Introduction to Apache Hadoop

Hadoop is an open-source implementation of Google's distributed computing. It consists of two parts: Hadoop Distributed File System (HDFS), which is modeled after Google's GFS, and Hadoop MapReduce, which is modeled after Google's MapReduce. Google's system is proprietary code, so when Google teaches college students the ideas of MapReduce programming, they, too, use Hadoop. To further emphasize the difference we can note that the Hadoop engineers at Yahoo like to challenge the engineers at Google to sorting competitions between Hadoop and MapReduce. 

Hadoop provides fast and reliable analysis of both structured data and unstructured data. Apache Hadoop software library is essentially a framework that allows for the distributed processing of large datasets across clusters of computers using a simple programming model. Hadoop can scale up from single servers to thousands of machines, each offering local computation and storage. 

1.) At first Hadoop was mainly known for two core products:

  • HDFS: Hadoop Distributed FileSystem
  • MapReduce: Distributed data processing framework

2.) Today, in addition to HDFS and MapReduce, the term also represents a multitude of products:

  • HBase: Hadoop column database; supports batch and random reads and limited queries
  • Zookeeper: Highly-Available Coordination Service
  • Oozie: Hadoop workflow scheduler and manager
  • Pig: Data processing language and execution environment
  • Hive: Data warehouse with SQL interface

3.) To start building an application, you need a file system

  • In Hadoop world that would be Hadoop Distributed File System (HDFS)
  • In Linux it could be ext3 or ext4 • Addition of a data store would provide a nicer interface to store and manage your data
  • HBase: A key-value store implemented on top of HDFS
  • Traditionally one could use RDBMS on top of a local file system

4.) For batch processing, you will need to utilize a framework

  • In Hadoop’s world that would be MapReduce
  • MapReduce will ease implementation of distributed applications that will run on a cluster of commodity hardware

As Hadoop is open source, the software is free. However running Hadoop does have other cost components.

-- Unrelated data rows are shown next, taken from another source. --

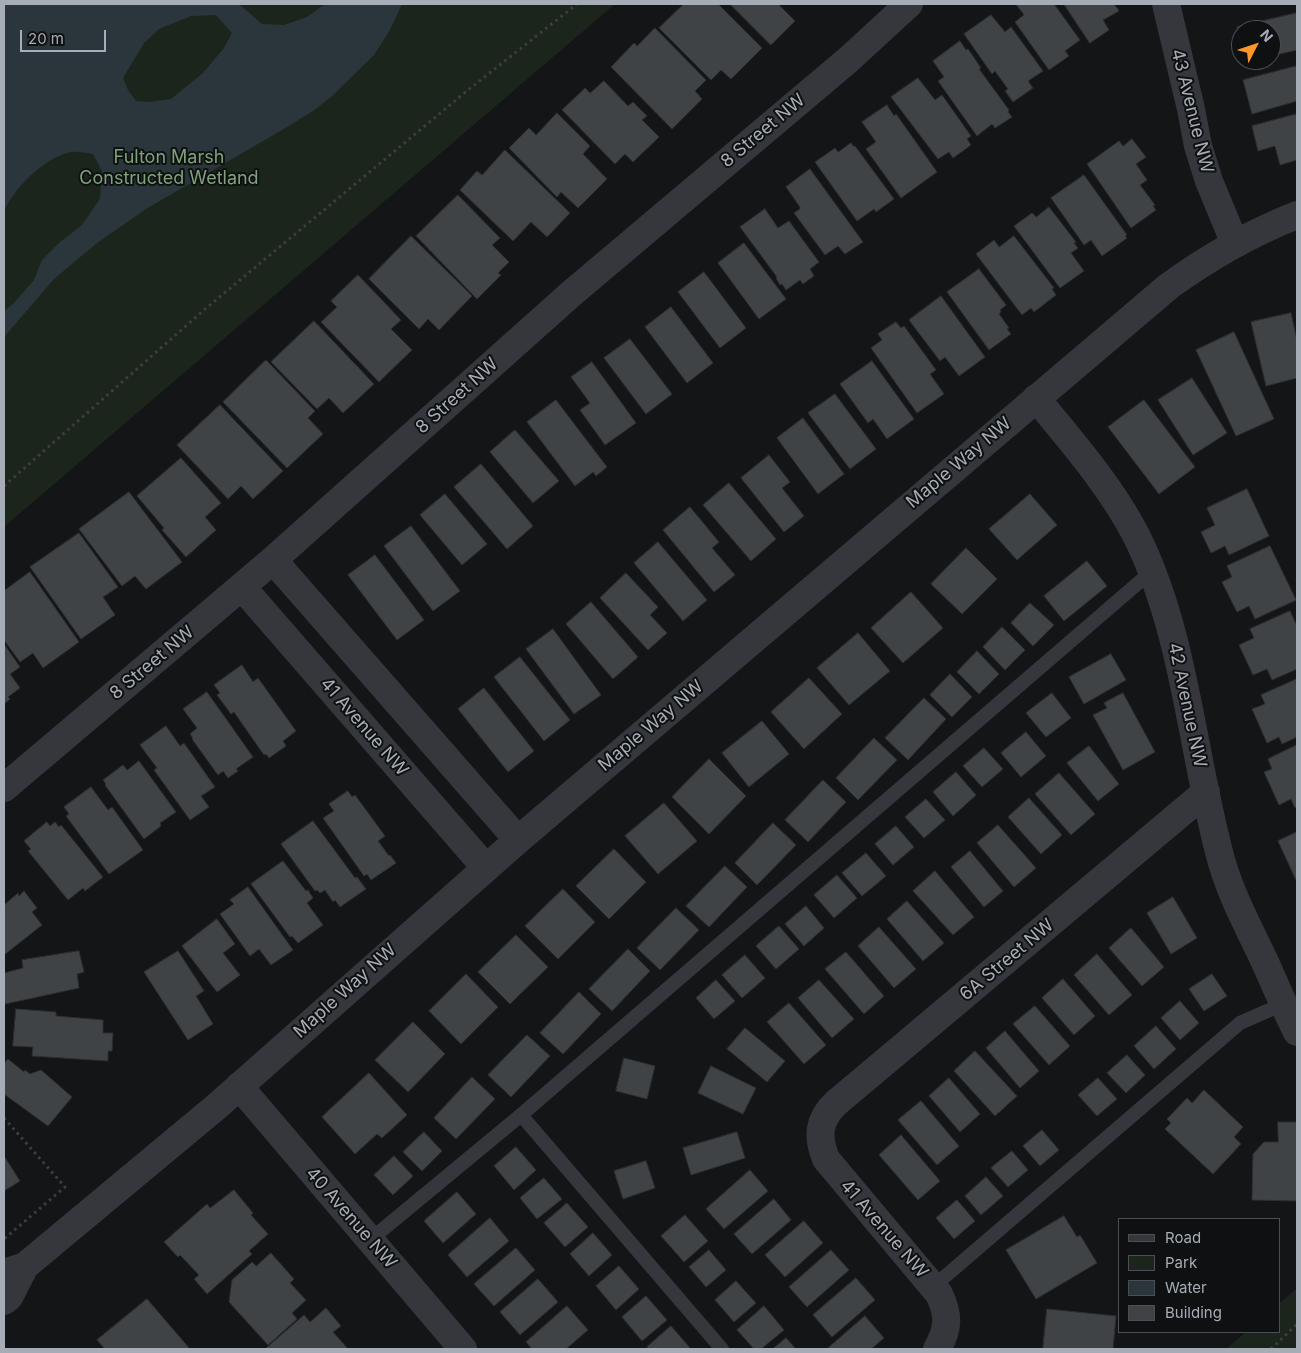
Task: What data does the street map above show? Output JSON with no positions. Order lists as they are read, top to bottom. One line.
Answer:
{"streets":{"street":["43 Avenue NW","8 Street NW","Maple Way NW","42 Avenue NW","41 Avenue NW","6A Street NW","40 Avenue NW"]},"crossings":[["43 Avenue NW","Maple Way NW"],["8 Street NW","41 Avenue NW"],["Maple Way NW","42 Avenue NW"],["Maple Way NW","41 Avenue NW"],["Maple Way NW","40 Avenue NW"],["42 Avenue NW","6A Street NW"],["41 Avenue NW","6A Street NW"]],"parks":["Fulton Marsh Constructed Wetland"],"legend":["Road","Park","Water","Building"],"scale_bar":"20 m","north":"top right"}
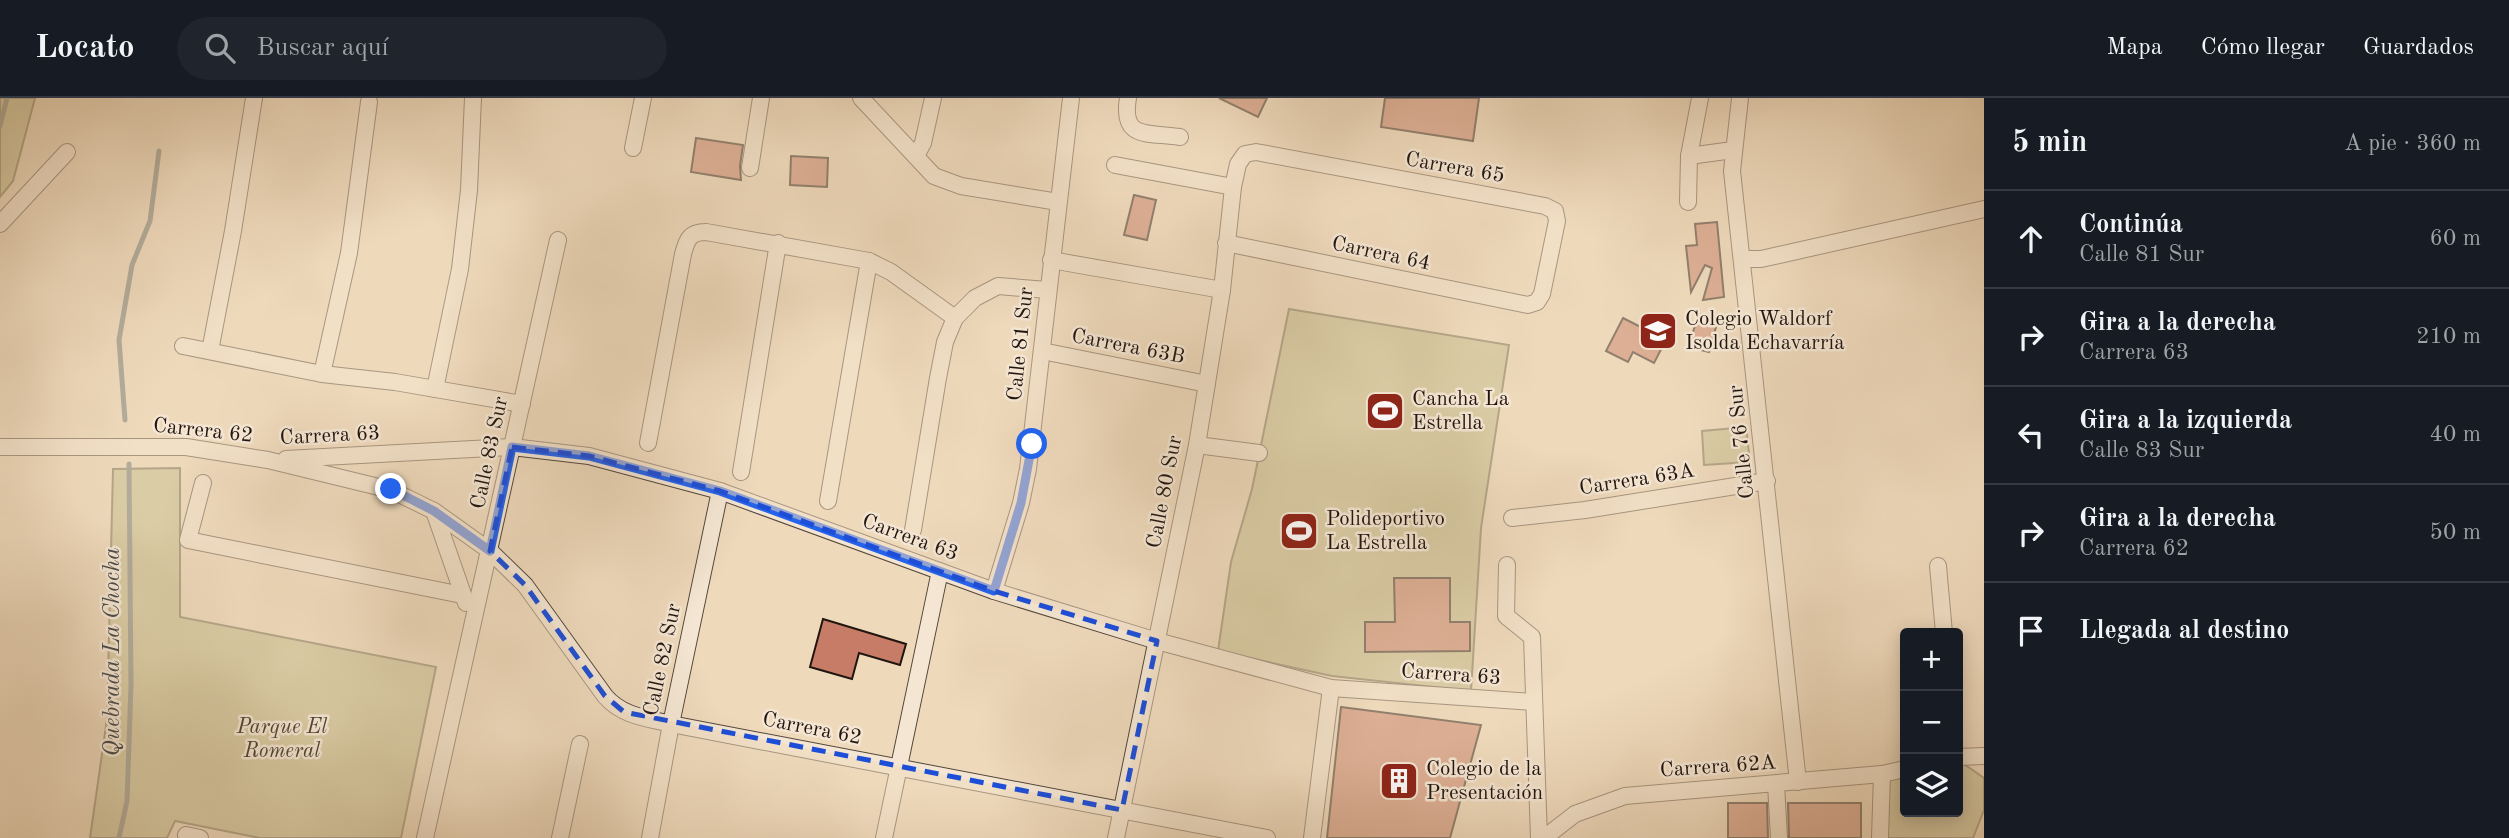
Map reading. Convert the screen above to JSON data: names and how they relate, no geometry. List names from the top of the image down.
{
  "streets": {
    "street": [
      "Carrera 65",
      "Carrera 64",
      "Calle 81 Sur",
      "Carrera 63B",
      "Carrera 62",
      "Carrera 63",
      "Calle 76 Sur",
      "Calle 83 Sur",
      "Carrera 63A",
      "Calle 80 Sur",
      "Calle 82 Sur",
      "Carrera 62A"
    ]
  },
  "crossings": [
    ["Carrera 65", "Carrera 64"],
    ["Carrera 65", "Calle 80 Sur"],
    ["Carrera 64", "Calle 80 Sur"],
    ["Calle 81 Sur", "Carrera 63B"],
    ["Calle 81 Sur", "Carrera 63"],
    ["Carrera 63B", "Calle 80 Sur"],
    ["Carrera 62", "Carrera 63"],
    ["Carrera 62", "Calle 83 Sur"],
    ["Carrera 62", "Calle 80 Sur"],
    ["Carrera 62", "Calle 82 Sur"],
    ["Carrera 63", "Calle 83 Sur"],
    ["Carrera 63", "Calle 80 Sur"],
    ["Carrera 63", "Calle 82 Sur"],
    ["Calle 76 Sur", "Carrera 63A"],
    ["Calle 76 Sur", "Carrera 62A"]
  ],
  "water": ["Quebrada La Chocha"],
  "parks": ["Parque El Romeral"],
  "places": {
    "school or university": ["Colegio Waldorf Isolda Echavarría"],
    "sports": ["Cancha La Estrella", "Polideportivo La Estrella"],
    "building": ["Colegio de la Presentación"]
  },
  "page": {
    "header": "Locato",
    "search": "Buscar aquí",
    "nav": ["Mapa", "Cómo llegar", "Guardados"],
    "heading": ["5 min", "A pie · 360 m"],
    "list": [
      ["Continúa", "Calle 81 Sur", "60 m"],
      ["Gira a la derecha", "Carrera 63", "210 m"],
      ["Gira a la izquierda", "Calle 83 Sur", "40 m"],
      ["Gira a la derecha", "Carrera 62", "50 m"],
      "Llegada al destino"
    ],
    "map_buttons": ["+", "−"]
  }
}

  • Cost of hardware : Hadoop runs on a cluster of machines. The cluster size can be anywhere from 10 nodes to 1000s of nodes. For a large cluster, the hardware costs will be significant.
  • The cost of IT / OPS for standing up a large Hadoop cluster and supporting it will need to be factored in.
  • Since Hadoop is a newer technology, finding people to work on this ecosystem is not easy.

Why Hadoop ?

1.) Hadoop provides storage for Big Data at reasonable cost :

Storing Big Data using traditional storage can be expensive. Hadoop is built around commodity hardware. Hence it can provide fairly large storage for a reasonable cost. Hadoop has been used in the field at Peta byte scale. Hadoop infrastructure provides these capabilities. Hadoop can process it in parallel on the nodes where the data is located. Hadoop 100 drives working at the same time can read 1TB of data in 2 minutes. Storage capacity has grown exponentially but read speed has not kept up :

  • IN 1990: Store 1,400 MB :  Transfer speed of 4.5MB/s and Read the entire drive in approx 5 minutes
  • IN 2010: Store 1 TB, Transfer speed of 100MB/s and Read the entire drive in approx 3 hours

2.) Hadoop allows to capture new or more data

Some times organizations don't capture a type of data, because it was too cost prohibitive to store it. Since Hadoop provides storage at reasonable cost, this type of data can be captured and stored. One example would be web site click logs. Because the volume of these logs can be very high, not many organizations captured these. Now with Hadoop it is possible to capture and store the logs.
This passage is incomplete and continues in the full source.